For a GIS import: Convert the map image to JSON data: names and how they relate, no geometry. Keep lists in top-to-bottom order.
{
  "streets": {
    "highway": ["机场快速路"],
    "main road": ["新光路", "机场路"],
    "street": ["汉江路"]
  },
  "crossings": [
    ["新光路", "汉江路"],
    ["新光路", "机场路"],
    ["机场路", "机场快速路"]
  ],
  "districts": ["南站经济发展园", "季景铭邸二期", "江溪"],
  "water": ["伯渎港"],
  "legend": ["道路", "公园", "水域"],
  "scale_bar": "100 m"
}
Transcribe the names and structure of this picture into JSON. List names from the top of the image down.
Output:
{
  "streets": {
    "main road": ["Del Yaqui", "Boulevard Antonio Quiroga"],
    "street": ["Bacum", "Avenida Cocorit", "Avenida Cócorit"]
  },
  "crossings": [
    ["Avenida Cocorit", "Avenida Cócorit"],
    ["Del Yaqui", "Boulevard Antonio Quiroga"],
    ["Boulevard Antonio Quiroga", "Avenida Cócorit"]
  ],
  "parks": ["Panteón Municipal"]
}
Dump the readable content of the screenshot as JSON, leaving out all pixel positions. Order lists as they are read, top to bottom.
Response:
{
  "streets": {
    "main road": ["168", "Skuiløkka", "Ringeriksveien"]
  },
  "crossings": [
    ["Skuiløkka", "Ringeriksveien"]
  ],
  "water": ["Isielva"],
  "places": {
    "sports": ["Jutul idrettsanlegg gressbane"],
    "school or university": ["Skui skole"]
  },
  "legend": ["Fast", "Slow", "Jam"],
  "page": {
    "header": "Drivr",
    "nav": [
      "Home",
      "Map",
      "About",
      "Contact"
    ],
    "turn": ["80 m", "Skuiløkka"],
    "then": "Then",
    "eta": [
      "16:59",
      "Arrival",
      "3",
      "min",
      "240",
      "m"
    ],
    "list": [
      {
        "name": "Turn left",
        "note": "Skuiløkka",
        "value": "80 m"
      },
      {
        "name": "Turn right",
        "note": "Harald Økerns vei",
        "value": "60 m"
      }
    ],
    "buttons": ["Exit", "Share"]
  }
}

### TASK OBJECTIVE
Copy out the entries above without altering a single character.

### EXERCISE RESULT
For a GIS import: Convert the map image to JSON data: names and how they relate, no geometry. Keep lists in top-to-bottom order.
{
  "streets": {
    "highway": ["机场快速路"],
    "main road": ["新光路", "机场路"],
    "street": ["汉江路"]
  },
  "crossings": [
    ["新光路", "汉江路"],
    ["新光路", "机场路"],
    ["机场路", "机场快速路"]
  ],
  "districts": ["南站经济发展园", "季景铭邸二期", "江溪"],
  "water": ["伯渎港"],
  "legend": ["道路", "公园", "水域"],
  "scale_bar": "100 m"
}
Transcribe the names and structure of this picture into JSON. List names from the top of the image down.
Output:
{
  "streets": {
    "main road": ["Del Yaqui", "Boulevard Antonio Quiroga"],
    "street": ["Bacum", "Avenida Cocorit", "Avenida Cócorit"]
  },
  "crossings": [
    ["Avenida Cocorit", "Avenida Cócorit"],
    ["Del Yaqui", "Boulevard Antonio Quiroga"],
    ["Boulevard Antonio Quiroga", "Avenida Cócorit"]
  ],
  "parks": ["Panteón Municipal"]
}
Dump the readable content of the screenshot as JSON, leaving out all pixel positions. Order lists as they are read, top to bottom.
Response:
{
  "streets": {
    "main road": ["168", "Skuiløkka", "Ringeriksveien"]
  },
  "crossings": [
    ["Skuiløkka", "Ringeriksveien"]
  ],
  "water": ["Isielva"],
  "places": {
    "sports": ["Jutul idrettsanlegg gressbane"],
    "school or university": ["Skui skole"]
  },
  "legend": ["Fast", "Slow", "Jam"],
  "page": {
    "header": "Drivr",
    "nav": [
      "Home",
      "Map",
      "About",
      "Contact"
    ],
    "turn": ["80 m", "Skuiløkka"],
    "then": "Then",
    "eta": [
      "16:59",
      "Arrival",
      "3",
      "min",
      "240",
      "m"
    ],
    "list": [
      {
        "name": "Turn left",
        "note": "Skuiløkka",
        "value": "80 m"
      },
      {
        "name": "Turn right",
        "note": "Harald Økerns vei",
        "value": "60 m"
      }
    ],
    "buttons": ["Exit", "Share"]
  }
}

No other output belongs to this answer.